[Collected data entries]
^^^^^^^^

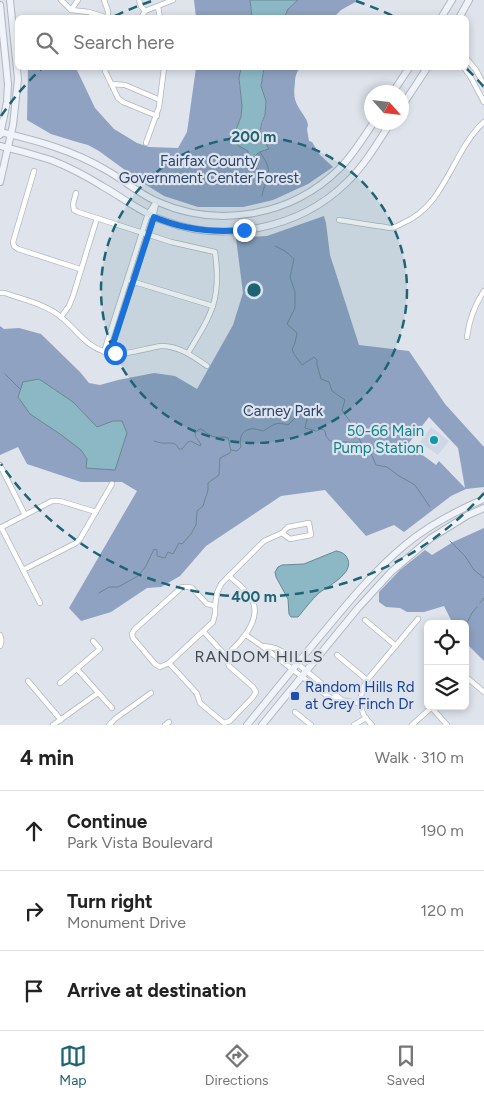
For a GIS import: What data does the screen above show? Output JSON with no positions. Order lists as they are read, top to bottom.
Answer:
{
  "districts": ["RANDOM HILLS"],
  "parks": ["Fairfax County Government Center Forest", "Carney Park"],
  "places": {
    "other": ["50-66 Main Pump Station"],
    "transit": ["Random Hills Rd at Grey Finch Dr"]
  },
  "north": "bottom right",
  "page": {
    "search": "Search here",
    "heading": ["4 min", "Walk · 310 m"],
    "list": [
      ["Continue", "Park Vista Boulevard", "190 m"],
      ["Turn right", "Monument Drive", "120 m"],
      "Arrive at destination"
    ],
    "nav": ["Map", "Directions", "Saved"]
  },
  "rings": ["200 m", "400 m"]
}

^^^^^^^^

- [What is being asked]: The reply must hold every line above exactly as written and none of the pictures.

- [Solution for this exercise]:
For a GIS import: What data does the screen above show? Output JSON with no positions. Order lists as they are read, top to bottom.
Answer:
{
  "districts": ["RANDOM HILLS"],
  "parks": ["Fairfax County Government Center Forest", "Carney Park"],
  "places": {
    "other": ["50-66 Main Pump Station"],
    "transit": ["Random Hills Rd at Grey Finch Dr"]
  },
  "north": "bottom right",
  "page": {
    "search": "Search here",
    "heading": ["4 min", "Walk · 310 m"],
    "list": [
      ["Continue", "Park Vista Boulevard", "190 m"],
      ["Turn right", "Monument Drive", "120 m"],
      "Arrive at destination"
    ],
    "nav": ["Map", "Directions", "Saved"]
  },
  "rings": ["200 m", "400 m"]
}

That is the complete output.